How to complete this task
Pull out every line with the word "الغرف" from the entries below.
═════ Given entries ═════
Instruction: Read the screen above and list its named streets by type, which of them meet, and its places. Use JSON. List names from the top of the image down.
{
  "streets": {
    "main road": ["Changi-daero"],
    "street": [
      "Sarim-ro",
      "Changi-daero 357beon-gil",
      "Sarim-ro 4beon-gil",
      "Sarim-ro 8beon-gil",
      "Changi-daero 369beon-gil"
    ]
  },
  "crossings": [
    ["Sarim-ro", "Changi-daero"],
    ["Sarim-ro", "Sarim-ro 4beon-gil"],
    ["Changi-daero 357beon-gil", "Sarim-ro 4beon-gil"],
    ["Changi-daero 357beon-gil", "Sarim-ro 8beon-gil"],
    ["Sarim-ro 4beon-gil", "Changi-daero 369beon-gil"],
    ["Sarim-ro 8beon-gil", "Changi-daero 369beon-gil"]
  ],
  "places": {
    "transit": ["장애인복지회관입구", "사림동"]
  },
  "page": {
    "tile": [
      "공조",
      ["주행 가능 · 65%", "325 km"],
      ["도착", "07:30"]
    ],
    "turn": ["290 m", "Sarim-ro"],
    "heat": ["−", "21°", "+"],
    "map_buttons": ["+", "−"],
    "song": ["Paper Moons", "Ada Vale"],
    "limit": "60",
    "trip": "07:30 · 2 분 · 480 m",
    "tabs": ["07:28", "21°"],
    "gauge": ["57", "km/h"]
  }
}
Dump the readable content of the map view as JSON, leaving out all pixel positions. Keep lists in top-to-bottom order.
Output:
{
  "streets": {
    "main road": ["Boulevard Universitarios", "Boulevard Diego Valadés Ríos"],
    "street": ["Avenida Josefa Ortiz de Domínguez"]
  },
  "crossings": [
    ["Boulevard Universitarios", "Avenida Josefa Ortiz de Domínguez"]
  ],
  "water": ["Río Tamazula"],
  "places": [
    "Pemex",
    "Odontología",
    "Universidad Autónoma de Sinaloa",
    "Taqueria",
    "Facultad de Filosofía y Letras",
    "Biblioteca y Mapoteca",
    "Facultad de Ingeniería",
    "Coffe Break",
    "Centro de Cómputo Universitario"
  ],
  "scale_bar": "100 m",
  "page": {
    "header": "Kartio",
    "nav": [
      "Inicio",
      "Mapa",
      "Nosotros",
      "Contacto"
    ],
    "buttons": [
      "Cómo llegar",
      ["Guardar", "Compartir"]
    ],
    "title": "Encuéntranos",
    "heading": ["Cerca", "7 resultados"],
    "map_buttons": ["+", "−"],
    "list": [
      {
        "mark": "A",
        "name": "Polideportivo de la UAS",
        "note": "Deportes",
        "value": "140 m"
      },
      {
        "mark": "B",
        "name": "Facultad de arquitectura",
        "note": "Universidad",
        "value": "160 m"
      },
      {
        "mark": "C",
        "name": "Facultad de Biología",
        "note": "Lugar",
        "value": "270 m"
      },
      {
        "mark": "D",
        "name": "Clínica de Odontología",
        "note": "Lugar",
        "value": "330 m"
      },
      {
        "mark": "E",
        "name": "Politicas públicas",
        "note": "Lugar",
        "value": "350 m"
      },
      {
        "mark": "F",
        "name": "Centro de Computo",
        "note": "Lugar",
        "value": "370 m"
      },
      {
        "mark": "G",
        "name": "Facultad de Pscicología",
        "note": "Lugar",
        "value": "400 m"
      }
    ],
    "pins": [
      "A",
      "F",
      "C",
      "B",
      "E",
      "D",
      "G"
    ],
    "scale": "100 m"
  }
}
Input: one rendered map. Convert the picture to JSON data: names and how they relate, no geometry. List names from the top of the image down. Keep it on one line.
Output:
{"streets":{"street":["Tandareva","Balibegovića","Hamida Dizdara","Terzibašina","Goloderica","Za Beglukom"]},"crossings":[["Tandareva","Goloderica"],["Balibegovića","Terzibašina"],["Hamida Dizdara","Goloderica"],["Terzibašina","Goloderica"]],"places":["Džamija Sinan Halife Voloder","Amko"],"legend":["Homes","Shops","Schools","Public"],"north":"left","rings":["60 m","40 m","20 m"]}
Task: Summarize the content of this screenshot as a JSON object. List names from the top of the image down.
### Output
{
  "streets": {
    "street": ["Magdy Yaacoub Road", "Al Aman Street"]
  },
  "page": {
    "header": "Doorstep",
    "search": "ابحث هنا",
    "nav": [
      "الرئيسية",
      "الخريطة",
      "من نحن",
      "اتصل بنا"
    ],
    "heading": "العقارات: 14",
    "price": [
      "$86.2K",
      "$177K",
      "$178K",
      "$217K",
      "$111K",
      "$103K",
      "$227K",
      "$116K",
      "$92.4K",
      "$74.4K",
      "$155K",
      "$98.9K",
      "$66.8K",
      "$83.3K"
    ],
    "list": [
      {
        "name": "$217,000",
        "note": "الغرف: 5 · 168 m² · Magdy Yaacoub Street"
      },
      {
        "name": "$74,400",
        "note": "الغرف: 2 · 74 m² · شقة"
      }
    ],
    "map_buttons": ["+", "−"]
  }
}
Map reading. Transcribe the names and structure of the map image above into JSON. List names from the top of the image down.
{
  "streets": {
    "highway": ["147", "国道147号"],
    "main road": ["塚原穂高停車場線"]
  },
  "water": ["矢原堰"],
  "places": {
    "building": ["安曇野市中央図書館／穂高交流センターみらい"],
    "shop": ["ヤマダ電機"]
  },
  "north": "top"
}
═════
Completed task
        "note": "الغرف: 5 · 168 m² · Magdy Yaacoub Street"
        "note": "الغرف: 2 · 74 m² · شقة"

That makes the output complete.